Technical Analysis Using Multiple Timeframes Brian Shannon Official

The cornerstone of Shannon’s methodology is "Top-Down Analysis." This is the process of starting with the "Big Picture" and narrowing the focus down to the specific trade execution. Shannon advocates for a hierarchy of timeframes, typically using a ratio of roughly 1:6 between timeframes (e.g., Weekly > Daily > Hourly, or Daily > Hourly > 10-Minute).

Using a lower timeframe (e.g., a 60-minute or 15-minute chart for a swing trade) allows the trader to fine-tune their entry.
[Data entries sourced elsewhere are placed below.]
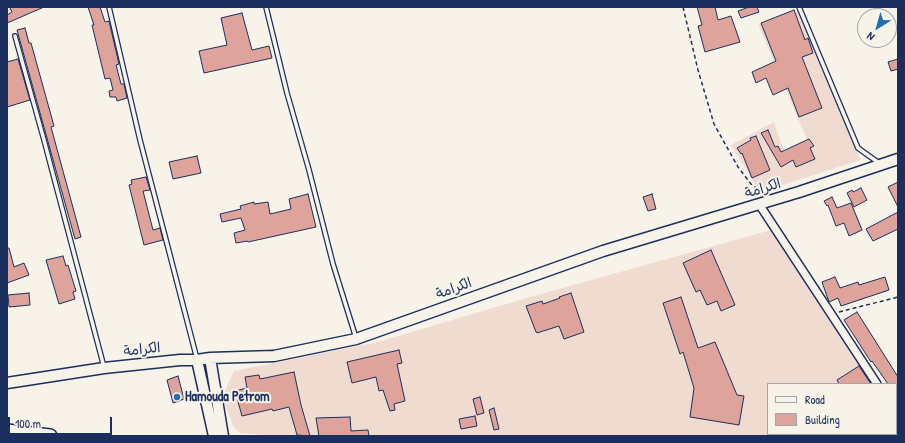 <!DOCTYPE html>
<html>
<head>
<meta charset="utf-8">
<style>
  body { margin:0 }
  #map { position:relative; width:905px; height:443px; overflow:hidden; background:#f7f3e8; font-family:"Patrick Hand",sans-serif }
  canvas { display:block }
  .frame { position:absolute; inset:0; border:8px solid #1b2f5e; pointer-events:none }
  .legend { position:absolute; left:767px; top:383px; width:130px; height:52px; box-sizing:border-box; background:#f7f3e8; border:1px solid #9fa5b1; margin:0; padding:5px 7px; list-style:none; font-size:12px; color:#1b2f5e }
  .legend li { display:flex; align-items:center; gap:8px; height:20px }
  .legend b { width:20px; border:1px solid #9fa5b1 }
  .north { position:absolute; left:857px; top:8px; width:40px; height:40px; box-sizing:border-box; background:#f7f3e8; border:1px solid #9fa5b1; border-radius:50%; rotate:217deg; font-size:11px; font-weight:700; line-height:16px; text-align:center; color:#1b2f5e }
  .north::after { content:''; display:block; margin:auto; width:14px; height:18px; background:#1f6fb2; clip-path:polygon(50% 0,100% 100%,50% 72%,0 100%) }
  .scale { position:absolute; left:8px; top:417px; width:104px; height:18px; box-sizing:border-box; border:2px solid #1b2f5e; border-top:0; padding-left:5px; font-size:12px; line-height:14px; white-space:nowrap; color:#1b2f5e; -webkit-text-stroke:3px #f7f3e8; paint-order:stroke }
</style>
</head>
<body>
<div id="map">
<canvas width="905" height="443"></canvas>
<div class="frame"></div>
<ul class="legend">
<li><b style="height:5px;background:#f7f3e8"></b>Road</li>
<li><b style="height:11px;background:#dea49c"></b>Building</li>
</ul>
<div class="north">N</div>
<div class="scale">100 m</div>
</div>
<script>
const context = document.querySelector('canvas').getContext('2d');
context.lineJoin = 'round';
function paint(path, color) { context.fillStyle = color; context.fill(path, 'evenodd'); }
const poly = rows => new Path2D(rows.map(r => 'M' + r).join(''));
function stroke(path, color, width, dash) { context.strokeStyle = color; context.lineWidth = width; context.lineCap = dash ? 'butt' : 'round'; context.setLineDash(dash || []); context.stroke(path); }
function drawText(font, color, halo, rows, align = 'center') {
  context.font = font + ' "Patrick Hand","Playpen Sans Arabic",sans-serif'; context.lineWidth = 4; context.setLineDash([]); context.textBaseline = 'middle'; context.strokeStyle = halo; context.fillStyle = color; for (const [text, x, y, turn = 0] of rows) {
    context.save(); context.translate(x, y); context.rotate((+turn || 0) * Math.PI / 180); context.textAlign = isNaN(turn) ? turn : align; if (halo) context.strokeText(text, 0, 0); context.fillText(text, 0, 0); context.restore();
  }
}
paint(poly([
  [798,11,861,160,770,189,756,186,731,145,774,122,784,151,808,142,758,24],
  [771,230,872,384,768,384,768,434,896,434,896,422,898,425,898,436,279,436,240,433,234,427,222,397,234,371,378,342,523,299]
]), '#f0dbd1');
const building = poly([
  [13,7,44,7,7,23,7,15,12,12,10,8,13,7],
  [88,7,100,7,105,22,109,21,119,64,116,65,121,84,124,84,127,98,117,101,116,97,110,97,109,91,113,90,110,78,105,79,92,25,94,25,88,7],
  [697,7,715,7,718,20,731,16,740,42,705,52,698,26,702,25,697,7],
  [749,7,757,7,759,12,741,18,738,11,749,7],
  [794,10,805,40,808,38,813,53,802,57,822,108,799,117,788,88,773,95,766,78,756,83,752,72,776,61,761,23,794,10],
  [242,13,252,50,269,46,272,58,204,73,199,51,227,45,221,18,242,13],
  [25,28,29,43,31,43,54,126,51,127,81,237,75,239,17,30,25,28],
  [18,59,30,100,7,107,7,62,18,59],
  [898,59,898,69,891,71,888,62,898,59],
  [768,130,775,147,778,146,781,152,809,139,814,146,810,148,815,159,796,167,793,160,781,167,761,133,768,130],
  [756,136,770,170,752,178,742,153,741,154,737,148,751,140,750,138,756,136],
  [197,156,201,173,173,179,169,162,197,156],
  [146,177,150,190,143,191,153,230,160,228,163,240,144,245,129,185,132,184,131,180,146,177],
  [898,182,898,207,888,187,898,182],
  [861,188,867,200,854,207,847,193,852,190,853,192,861,188],
  [308,194,316,227,248,242,247,241,236,243,234,233,245,230,241,218,222,222,220,214,241,209,240,206,254,202,254,204,268,202,270,214,291,209,289,199,308,194],
  [652,194,656,209,648,211,643,197,652,194],
  [832,197,837,208,851,203,862,230,849,236,844,223,836,226,828,205,827,206,824,201,832,197],
  [898,212,898,229,873,241,866,229,898,212],
  [7,248,9,248,14,267,24,263,29,275,7,283,7,248],
  [711,250,735,305,721,311,717,301,707,305,700,290,696,292,683,263,711,250],
  [63,256,66,266,68,265,76,291,73,292,75,299,59,304,46,260,63,256],
  [835,277,840,288,858,282,859,285,885,277,889,290,841,306,838,298,829,302,822,282,835,277],
  [29,293,30,305,9,307,8,295,29,293],
  [571,293,584,332,564,339,559,326,537,333,537,332,536,332,526,306,542,301,543,304,560,298,559,297,571,293],
  [681,297,698,348,715,342,737,395,744,396,739,425,690,417,694,388,683,352,680,354,663,303,681,297],
  [857,312,898,377,898,384,888,384,872,361,871,362,844,320,857,312],
  [399,350,402,363,397,364,405,401,394,404,395,410,390,411,383,390,379,391,376,377,352,383,347,362,399,350],
  [859,366,871,384,839,384,837,380,859,366],
  [294,372,301,405,310,436,297,435,289,407,273,411,272,409,242,416,235,391,247,388,245,377,259,375,260,379,294,372],
  [178,376,184,399,173,403,167,380,178,376],
  [480,397,484,413,477,415,473,399,480,397],
  [494,408,499,429,494,430,489,410,494,408],
  [475,416,477,426,461,429,459,419,475,416],
  [350,417,351,431,368,430,369,436,319,436,316,418,350,417]
]);
paint(building, '#dea49c');
stroke(building, '#1b2f5e', 1);
const lane = poly([
  [109,7,140,140,197,359],
  [266,7,287,93,309,170,333,264,356,338],
  [799,7,858,148,879,163],
  [15,36,44,140,104,367]
]);
const street = poly([
  [759,204,877,384],
  [896,412,898,416]
]);
const secondary = poly([
  [210,358,223,436],
  [197,360,214,436],
  [7,383,104,368,180,360,197,360,210,358,274,356,356,339,603,251,799,192,898,159]
]);
const highway = poly([
  [7,431,50,436]
]);
stroke(lane, '#1b2f5e', 6);
stroke(street, '#1b2f5e', 10);
stroke(secondary, '#1b2f5e', 13);
stroke(highway, '#1b2f5e', 16);
stroke(poly([
  [683,7,698,70,714,124,738,167,751,184,764,194],
  [839,312,898,297]
]), '#1b2f5e', 1.5, [4, 3]);
stroke(lane, '#f7f3e8', 3.5);
stroke(street, '#f7f3e8', 7);
stroke(secondary, '#f7f3e8', 10);
stroke(highway, '#f7f3e8', 13);
for (const [x, y, r, color] of [
  [177,397,4,"#1f6fb2"]
]) { const dot = new Path2D(); dot.arc(x, y, r, 0, 2 * Math.PI); context.fillStyle = color; context.fill(dot); stroke(dot, '#f7f3e8', 1.5); }
drawText('14px', '#1b2f5e', '#f7f3e8', [
  ["الكرامة",763,189,-17],
  ["الكرامة",454,289,-20],
  ["الكرامة",142,350,-6]
]);
drawText('bold 14px', '#1b2f5e', '#f7f3e8', [
  ["Hamouda Petrom",185,397]
], 'left');
</script>
</body>
</html>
The goal is to find a micro-structure that aligns with the macro-structure.

: Shannon emphasizes that price is the ultimate truth of supply and demand, while volume reflects the emotional state of market participants.
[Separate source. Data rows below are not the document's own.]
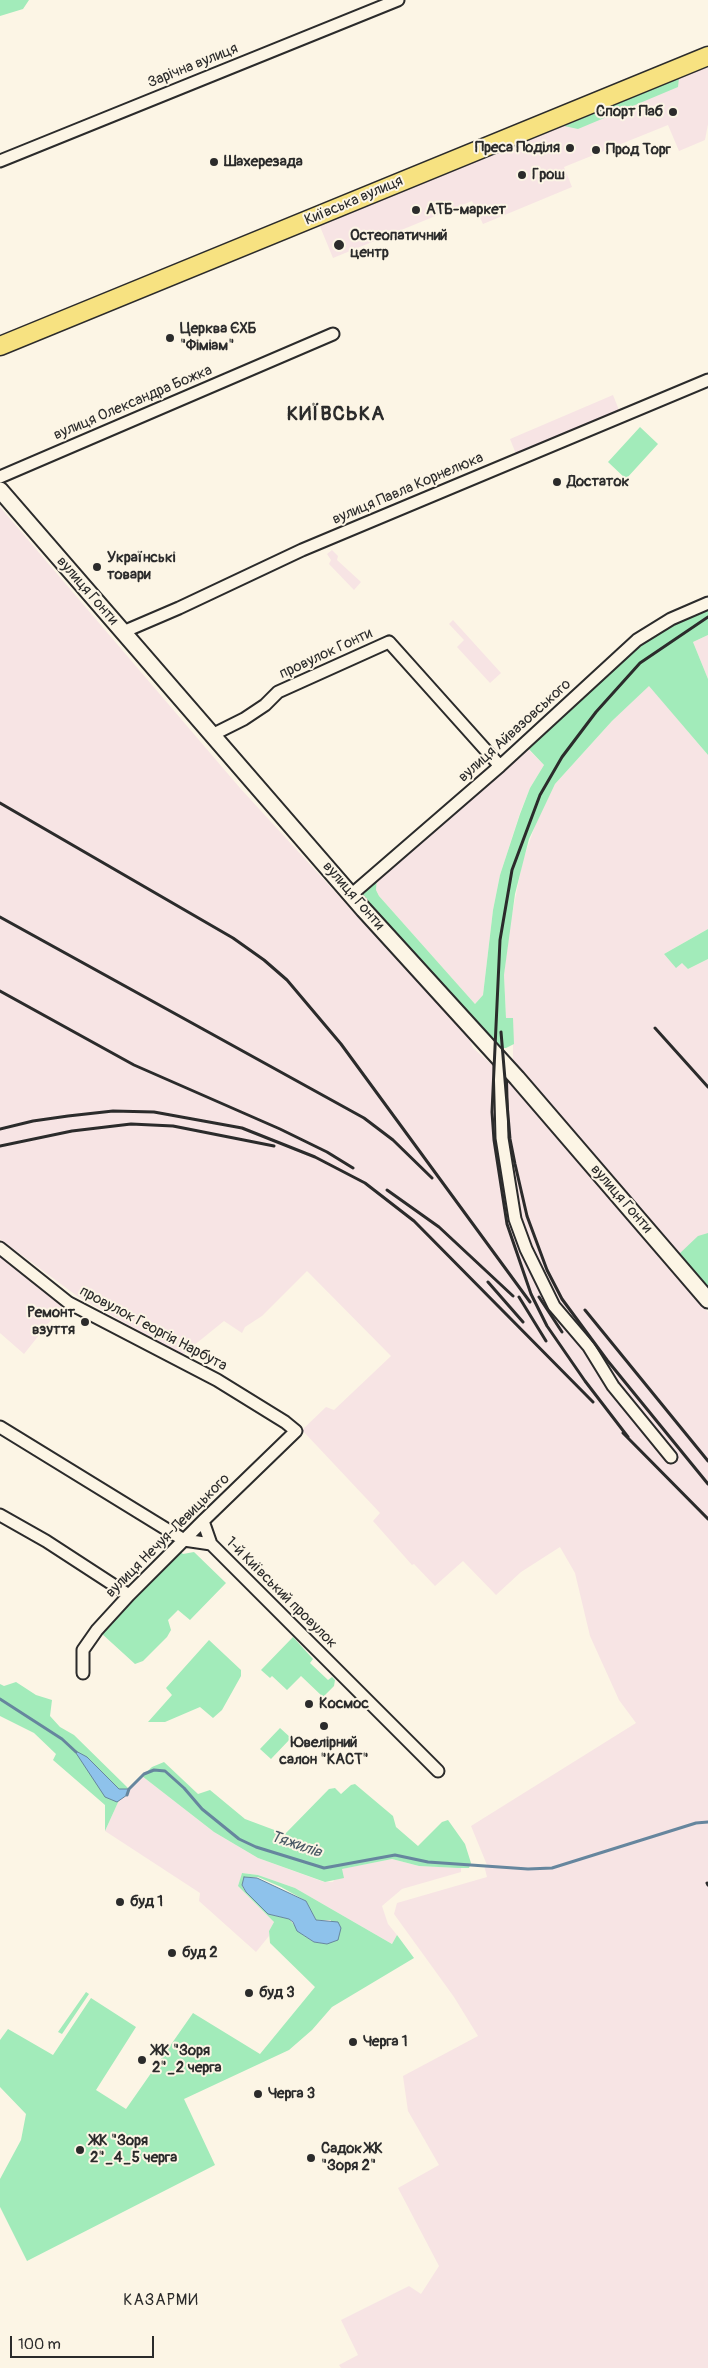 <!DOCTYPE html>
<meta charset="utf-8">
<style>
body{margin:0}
#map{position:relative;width:708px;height:2368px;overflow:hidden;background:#fcf5e5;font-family:Pangolin,sans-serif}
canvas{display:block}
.scale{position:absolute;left:10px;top:2336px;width:144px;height:22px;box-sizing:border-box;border:2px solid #2b2b2b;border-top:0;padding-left:6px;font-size:15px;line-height:18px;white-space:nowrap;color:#2b2b2b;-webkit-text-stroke:4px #fcf5e5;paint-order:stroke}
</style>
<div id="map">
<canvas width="708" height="2368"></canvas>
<div class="scale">100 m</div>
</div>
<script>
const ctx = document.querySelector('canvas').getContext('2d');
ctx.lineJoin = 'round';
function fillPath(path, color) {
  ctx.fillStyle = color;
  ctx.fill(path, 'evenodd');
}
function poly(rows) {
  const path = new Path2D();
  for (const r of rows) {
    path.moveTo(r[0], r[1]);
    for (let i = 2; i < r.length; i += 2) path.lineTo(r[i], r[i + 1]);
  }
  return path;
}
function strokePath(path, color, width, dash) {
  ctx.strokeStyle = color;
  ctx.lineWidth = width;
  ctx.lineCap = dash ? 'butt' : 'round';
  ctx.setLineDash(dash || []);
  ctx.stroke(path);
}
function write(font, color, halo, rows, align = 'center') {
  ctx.font = font + ' Pangolin,sans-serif';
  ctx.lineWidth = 4;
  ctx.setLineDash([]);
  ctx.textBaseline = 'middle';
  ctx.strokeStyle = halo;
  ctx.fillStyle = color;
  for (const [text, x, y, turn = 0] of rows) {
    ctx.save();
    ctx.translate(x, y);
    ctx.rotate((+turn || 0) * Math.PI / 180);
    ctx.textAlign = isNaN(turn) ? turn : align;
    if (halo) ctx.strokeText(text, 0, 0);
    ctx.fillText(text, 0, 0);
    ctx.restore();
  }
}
fillPath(poly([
 [708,65,708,124,705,140,679,151,668,125,564,167,572,187,483,224,472,201,333,258,319,224],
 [613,395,619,410,516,454,510,439],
 [0,507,240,788,469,1038,473,1048,514,1084,708,1312,708,2368,341,2368,339,2365,358,2355,341,2320,409,2286,421,2294,439,2266,398,2188,439,2165,408,2111,403,2076,478,2036,454,1997,394,1914,397,1903,487,1877,484,1865,487,1865,471,1826,636,1723,619,1700,590,1636,575,1573,560,1547,521,1572,496,1595,463,1561,435,1586,414,1564,412,1565,373,1521,380,1513,302,1430,326,1407,334,1410,391,1356,307,1271,262,1316,245,1327,242,1333,224,1321,182,1355,77,1296,0,1239],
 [332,550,338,556,337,560,361,582,354,590,329,564,331,560,327,554],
 [453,620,501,673,490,683,457,647,464,640,449,624],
 [708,635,708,679,693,642],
 [649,685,708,755,708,929,664,954,676,967,682,962,688,969,708,959,708,1300,513,1074,513,1019,506,1018,504,975,510,924,523,860,537,820,555,784,612,721],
 [528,749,544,765,530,788,520,813,500,875,493,910,483,995,475,1004,379,896,376,890,377,877],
 [0,1257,63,1305,24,1354,0,1333],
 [142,1776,214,1832,258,1858,324,1882,333,1882,341,1869,392,1859,419,1866,461,1868,461,1872,402,1889,382,1906,388,1924,397,1935,392,1944,295,1888,258,1875,242,1873,238,1886,274,1922,269,1931,269,1936,256,1952,199,1901,200,1893,105,1831,120,1798,127,1795,129,1789]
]), '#f7e4e4');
fillPath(poly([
 [0,0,29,0,23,9,0,16],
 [679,78,678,87,578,129,564,126],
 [640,427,658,444,626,479,608,462],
 [708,603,708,635,693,642,708,679,708,755,649,686,612,721,555,784,529,839,515,894,504,975,506,1018,513,1018,514,1044,506,1048,499,1048,360,892,377,877,376,890,379,896,475,1004,483,995,493,910,500,875,520,814,530,788,544,765,524,744,637,640],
 [708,929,708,959,688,969,682,963,676,968,664,954],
 [708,1233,708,1289,678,1255,698,1236],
 [178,1550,183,1554,194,1552,226,1583,190,1620,178,1610,168,1620,171,1630,167,1637,143,1661,135,1664,101,1633,102,1627],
 [293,1637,313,1659,310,1663,328,1680,332,1677,335,1680,334,1686,323,1697,301,1676,287,1690,272,1676,270,1678,261,1670],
 [209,1640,241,1670,241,1676,222,1710,213,1718,200,1707,165,1722,148,1722,172,1695,166,1688],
 [16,1682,36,1695,52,1700,50,1716,60,1727,74,1735,129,1789,127,1795,120,1798,105,1831,105,1805,53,1760,56,1754,34,1733,0,1716,0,1684,4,1686],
 [280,1728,291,1738,271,1759,260,1749],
 [164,1762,198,1794,210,1790,245,1819,285,1834,329,1789,335,1788,341,1794,351,1785,355,1784,393,1816,396,1827,418,1846,442,1822,448,1820,465,1844,471,1863,469,1868,458,1868,419,1866,392,1859,342,1869,344,1878,325,1882,258,1858,214,1832,142,1776,152,1767],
 [242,1873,258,1875,295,1888,392,1944,397,1935,414,1958,332,2007,312,2030,289,2050,184,2099,215,2165,27,2261,0,2207,0,2179,21,2140,26,2114,0,2087,0,2040,8,2029,53,2055,91,1998,136,2027,96,2090,126,2109,193,2013,260,2054,315,1987,270,1943,269,1931,274,1922,238,1886],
 [244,1877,258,1877,281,1887,306,1901,316,1920,331,1920,327,1944,314,1942,303,1935,289,1919,268,1914,246,1892,242,1886],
 [86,1992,89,1994,62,2034,58,2032]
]), '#a2ebba');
const water = poly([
 [74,1750,87,1757,119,1789,129,1789,127,1795,117,1802,105,1797,74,1750],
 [244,1877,257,1878,306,1901,316,1920,338,1922,341,1928,338,1940,327,1944,314,1942,297,1931,293,1922,289,1919,268,1914,246,1892,242,1885,244,1877]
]);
fillPath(water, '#8ec2eb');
strokePath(water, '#66869e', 1);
strokePath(poly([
 [0,1699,62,1739,76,1752],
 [127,1795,129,1789,144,1774,154,1770,165,1771,184,1788,202,1809,239,1839,256,1847,324,1868,395,1855,428,1862,528,1869,552,1868,696,1823,708,1822]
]), '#66869e', 3);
const street = poly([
 [0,161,398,0],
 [0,477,333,334],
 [123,632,179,608,302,550,708,380],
 [212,735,244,719,265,705,278,692,389,642,500,766],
 [351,895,500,766,637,640,671,619,708,603],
 [500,1061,502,1138,515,1219,526,1249,554,1306,589,1347,613,1386,671,1457],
 [0,1248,69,1303,217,1380,285,1422,296,1431,203,1521,129,1595,97,1630,83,1650,83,1673],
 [0,1427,184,1540,211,1544,438,1771],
 [0,1515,46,1541,129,1595],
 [203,1521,211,1544]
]);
const secondary = poly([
 [0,490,364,910,517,1078,708,1300]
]);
const primary = poly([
 [0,346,708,56]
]);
strokePath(street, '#2b2b2b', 15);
strokePath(secondary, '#2b2b2b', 19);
strokePath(primary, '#2b2b2b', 21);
strokePath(street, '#fcf5e5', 11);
strokePath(secondary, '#fcf5e5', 15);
strokePath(primary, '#f7e281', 18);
strokePath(poly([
 [0,803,233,938,264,960,287,980,341,1044,530,1302],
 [0,917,364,1118,393,1140,432,1178],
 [0,991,134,1065,280,1129,327,1152,353,1168],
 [655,1028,708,1087],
 [501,1032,510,1139,515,1164,527,1216,547,1270,562,1299,607,1360,708,1484],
 [0,1129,33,1121,68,1116,113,1111,154,1112,242,1128,315,1157,365,1183,414,1221,593,1402],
 [0,1146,72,1131,131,1124,173,1126,274,1146],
 [387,1190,439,1227,513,1296],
 [488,1282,523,1322],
 [519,1297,546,1341],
 [539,1297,562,1332],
 [585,1310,708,1461],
 [623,1433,708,1519],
 [628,1437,585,1381,547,1326,531,1294,507,1224,494,1140,492,1112,500,940,512,870,540,795,562,757,596,712,640,663,708,617],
 [707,1883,708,1885]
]), '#2b2b2b', 3);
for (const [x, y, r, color] of [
 [673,112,5,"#2b2b2b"],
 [570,148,5,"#2b2b2b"],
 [596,150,5,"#2b2b2b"],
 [214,162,5,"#2b2b2b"],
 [522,175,5,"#2b2b2b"],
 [416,210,5,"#2b2b2b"],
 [339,245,6,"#2b2b2b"],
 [170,338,5,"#2b2b2b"],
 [557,482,5,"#2b2b2b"],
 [97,567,5,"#2b2b2b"],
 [85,1322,5,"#2b2b2b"],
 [309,1704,5,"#2b2b2b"],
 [324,1726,5,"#2b2b2b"],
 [120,1902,5,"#2b2b2b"],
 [172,1953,5,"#2b2b2b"],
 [249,1993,5,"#2b2b2b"],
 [353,2042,5,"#2b2b2b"],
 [142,2060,5,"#2b2b2b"],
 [258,2094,5,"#2b2b2b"],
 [80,2150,5,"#2b2b2b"],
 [311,2158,5,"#2b2b2b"]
]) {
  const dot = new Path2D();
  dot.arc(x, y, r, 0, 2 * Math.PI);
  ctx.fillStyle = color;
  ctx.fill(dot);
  strokePath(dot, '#fcf5e5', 2);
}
write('15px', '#2b2b2b', '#fcf5e5', [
 ["Зарічна вулиця",193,66,-22],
 ["Київська вулиця",354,201,-23],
 ["вулиця Олександра Божка",133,403,-23],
 ["вулиця Павла Корнелюка",408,489,-23],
 ["вулиця Гонти",87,591,49],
 ["провулок Гонти",326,654,-25],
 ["вулиця Айвазовського",515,731,-42],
 ["вулиця Гонти",353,896,49],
 ["вулиця Гонти",621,1199,49],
 ["провулок Георгія Нарбута",153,1329,28],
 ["вулиця Нечуя-Левицького",168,1536,-45],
 ["1-й Київський провулок",281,1593,45]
]);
write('bold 15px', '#2b2b2b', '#fcf5e5', [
 ["Спорт Паб",663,112,"right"],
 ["Преса Поділя",560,148,"right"],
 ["Прод Торг",606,150],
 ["Шахерезада",224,162],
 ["Грош",532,175],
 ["АТБ-маркет",426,210],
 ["Остеопатичний",350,236],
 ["центр",350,253],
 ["Церква ЄХБ",180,329],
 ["\"Фіміам\"",180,346],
 ["Достаток",567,482],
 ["Українські",107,558],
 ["товари",107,575],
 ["Ремонт",75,1313,"right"],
 ["взуття",75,1330,"right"],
 ["Космос",319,1704],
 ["Ювелірний",324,1743,"center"],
 ["салон \"КАСТ\"",324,1760,"center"],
 ["буд 1",130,1902],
 ["буд 2",182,1953],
 ["буд 3",259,1993],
 ["Черга 1",363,2042],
 ["ЖК \"Зоря",152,2051],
 ["2\"_2 черга",152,2068],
 ["Черга 3",268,2094],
 ["ЖК \"Зоря",90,2141],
 ["2\"_4_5 черга",90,2158],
 ["Садок ЖК",321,2149],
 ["\"Зоря 2\"",321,2166]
], 'left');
write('italic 16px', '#495865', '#fcf5e5', [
 ["Тяжилів",296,1845,19]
]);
ctx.letterSpacing = '1px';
write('16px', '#2b2b2b', '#fcf5e5', [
 ["КАЗАРМИ",161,2301]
]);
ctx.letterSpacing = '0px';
ctx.letterSpacing = '1px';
write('bold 20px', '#2b2b2b', '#fcf5e5', [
 ["КИЇВСЬКА",336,415]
]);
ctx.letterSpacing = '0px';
</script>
The cornerstone of Shannon’s methodology is "Top-Down Analysis." This is the process of starting with the "Big Picture" and narrowing the focus down to the specific trade execution. Shannon advocates for a hierarchy of timeframes, typically using a ratio of roughly 1:6 between timeframes (e.g., Weekly > Daily > Hourly, or Daily > Hourly > 10-Minute).

Using a lower timeframe (e.g., a 60-minute or 15-minute chart for a swing trade) allows the trader to fine-tune their entry. The goal is to find a micro-structure that aligns with the macro-structure.

: Shannon emphasizes that price is the ultimate truth of supply and demand, while volume reflects the emotional state of market participants.